Back Stage West   

"This production, written by and starring Ilia Volok and David Laird Scott, is a decently crafted and neatly performed love letter to the American way with a tinge of Russian sardonicism." THE RUSSIANS ARE HERE

By Reviewed by Dany Margolies
Publication: Back Stage West
Date:
Thursday, November 2 2000
 

Every so often it's nice to remember that as much as Americans squawk about matters sociopolitical (just wait until after the election), others the world over dream about living here. This production, written by and starring Ilia Volok and David Laird Scott, is a decently crafted and neatly performed love letter to the American way with a tinge of Russian sardonicism. So while our hero does kiss the American soil, he also points out to us a few societal foibles that, to say the least, need fixing. We meet Ilia Pushkin (Volok) as he tries to milk his beloved cow on an icy Russian morning. He begins to dream the impossible dream, helped along the way by an array of characters (all Scott). Soon newly arrived in America, our hero falls into stereotypical traps?standard conceits about language difficulties, a stranger in a strange land.

The storyline is utilitarian, so it is far better to focus on the acting. Volok reacts honestly to his character's situations: surprised when a con man steals his luggage, delighted at the way hard work pays off. He plays innocence sweetly; he plays bliss truthfully, he invests himself fully in his character. As a matter of art imitating life imitating art and speaking of dreams coming true we see film clips of real-life actor Volok playing a bad guy being shot to smithereens by Harrison Ford in Air Force One.
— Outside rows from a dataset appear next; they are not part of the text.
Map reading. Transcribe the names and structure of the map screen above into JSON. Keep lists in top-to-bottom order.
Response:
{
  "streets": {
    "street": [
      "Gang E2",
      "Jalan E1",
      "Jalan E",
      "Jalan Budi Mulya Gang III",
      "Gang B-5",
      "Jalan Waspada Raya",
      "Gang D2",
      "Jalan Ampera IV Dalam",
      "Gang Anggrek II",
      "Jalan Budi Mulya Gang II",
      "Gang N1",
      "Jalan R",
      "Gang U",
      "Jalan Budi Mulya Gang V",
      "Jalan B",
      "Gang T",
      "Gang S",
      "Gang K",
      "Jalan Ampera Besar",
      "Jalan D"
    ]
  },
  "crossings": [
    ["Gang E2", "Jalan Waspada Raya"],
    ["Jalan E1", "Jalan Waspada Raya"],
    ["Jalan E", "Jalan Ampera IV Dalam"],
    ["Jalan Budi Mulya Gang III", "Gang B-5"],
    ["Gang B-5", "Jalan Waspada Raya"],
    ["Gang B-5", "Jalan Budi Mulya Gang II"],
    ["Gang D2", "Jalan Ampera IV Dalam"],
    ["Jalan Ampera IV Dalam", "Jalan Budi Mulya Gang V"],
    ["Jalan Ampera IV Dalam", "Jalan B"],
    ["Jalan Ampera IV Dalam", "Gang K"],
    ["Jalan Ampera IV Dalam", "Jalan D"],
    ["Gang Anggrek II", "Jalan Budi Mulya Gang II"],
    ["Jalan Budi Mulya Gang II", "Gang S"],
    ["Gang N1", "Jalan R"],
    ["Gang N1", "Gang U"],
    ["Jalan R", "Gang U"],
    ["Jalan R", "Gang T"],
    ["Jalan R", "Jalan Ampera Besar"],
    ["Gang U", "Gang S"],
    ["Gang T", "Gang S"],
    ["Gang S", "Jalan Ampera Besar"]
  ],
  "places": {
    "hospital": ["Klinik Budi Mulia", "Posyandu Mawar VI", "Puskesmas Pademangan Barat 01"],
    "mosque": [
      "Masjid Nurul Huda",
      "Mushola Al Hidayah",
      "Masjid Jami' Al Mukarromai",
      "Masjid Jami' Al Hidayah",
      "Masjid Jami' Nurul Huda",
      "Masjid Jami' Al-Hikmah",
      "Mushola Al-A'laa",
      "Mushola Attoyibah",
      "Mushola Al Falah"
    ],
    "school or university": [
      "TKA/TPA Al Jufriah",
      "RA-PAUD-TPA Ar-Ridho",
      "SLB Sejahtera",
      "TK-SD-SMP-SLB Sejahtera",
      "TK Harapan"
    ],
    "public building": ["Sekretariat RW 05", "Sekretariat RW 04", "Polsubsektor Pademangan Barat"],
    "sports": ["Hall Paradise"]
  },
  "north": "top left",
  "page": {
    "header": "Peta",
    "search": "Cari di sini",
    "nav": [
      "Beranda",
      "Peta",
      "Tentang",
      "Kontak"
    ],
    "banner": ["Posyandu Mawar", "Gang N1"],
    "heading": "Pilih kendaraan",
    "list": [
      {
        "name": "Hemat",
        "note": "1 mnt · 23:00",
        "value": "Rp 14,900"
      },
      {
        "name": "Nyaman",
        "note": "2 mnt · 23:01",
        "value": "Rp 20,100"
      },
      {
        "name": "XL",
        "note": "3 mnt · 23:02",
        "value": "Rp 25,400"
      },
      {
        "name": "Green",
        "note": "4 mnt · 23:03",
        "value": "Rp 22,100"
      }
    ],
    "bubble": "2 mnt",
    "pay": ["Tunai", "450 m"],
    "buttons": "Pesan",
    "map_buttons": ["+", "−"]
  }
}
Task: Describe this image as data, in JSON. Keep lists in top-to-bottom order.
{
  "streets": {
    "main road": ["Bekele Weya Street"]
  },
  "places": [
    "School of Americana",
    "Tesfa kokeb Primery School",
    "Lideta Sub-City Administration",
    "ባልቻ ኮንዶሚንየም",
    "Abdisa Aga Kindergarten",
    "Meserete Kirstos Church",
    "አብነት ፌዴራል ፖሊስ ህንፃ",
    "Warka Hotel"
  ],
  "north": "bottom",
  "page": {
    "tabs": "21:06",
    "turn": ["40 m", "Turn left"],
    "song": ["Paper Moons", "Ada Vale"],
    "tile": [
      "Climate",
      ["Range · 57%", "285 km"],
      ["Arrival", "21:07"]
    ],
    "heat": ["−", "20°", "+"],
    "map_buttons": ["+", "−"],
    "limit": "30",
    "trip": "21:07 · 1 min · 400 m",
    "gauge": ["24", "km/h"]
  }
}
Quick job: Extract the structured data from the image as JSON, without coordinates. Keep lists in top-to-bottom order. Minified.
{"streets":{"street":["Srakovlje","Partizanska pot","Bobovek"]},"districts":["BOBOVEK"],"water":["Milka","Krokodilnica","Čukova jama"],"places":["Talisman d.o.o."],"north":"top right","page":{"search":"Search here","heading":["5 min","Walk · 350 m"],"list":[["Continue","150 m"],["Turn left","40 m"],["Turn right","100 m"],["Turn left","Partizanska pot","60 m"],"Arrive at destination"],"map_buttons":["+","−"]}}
Volok sings: He has an ample and pleasant, if not always sonorous, voice. Volok dances: He is a large man, but he still can get down?in Russian folk dances, a touch of hip hop, a striptease (how else can a foreigner make a living here?), and, best of all, a dance of sheer exuberance that makes him look like a large frolicking Snoopy (choreography by Heidi McCarthy). But best, Volok conveys pathos, a longing, an appreciation for his life here. It's a safe bet there's no "I love Moscow" bumper sticker on Volok's car.

Laird does some of the worst accents heard on the professional stage (is he toying with us?), but he more than amply compensates with the physicality of his many characters: his sweet young thing clutches helplessly at her handbag and primps incessantly, his old men shuffle, his Russian operative menaces, and Mama will really miss her boichik. It's more than the zany costumes and wigs (Laura Quiroz, Edita Galkis, and Olga Pestun); Laird humanizes and maintains his characterizations.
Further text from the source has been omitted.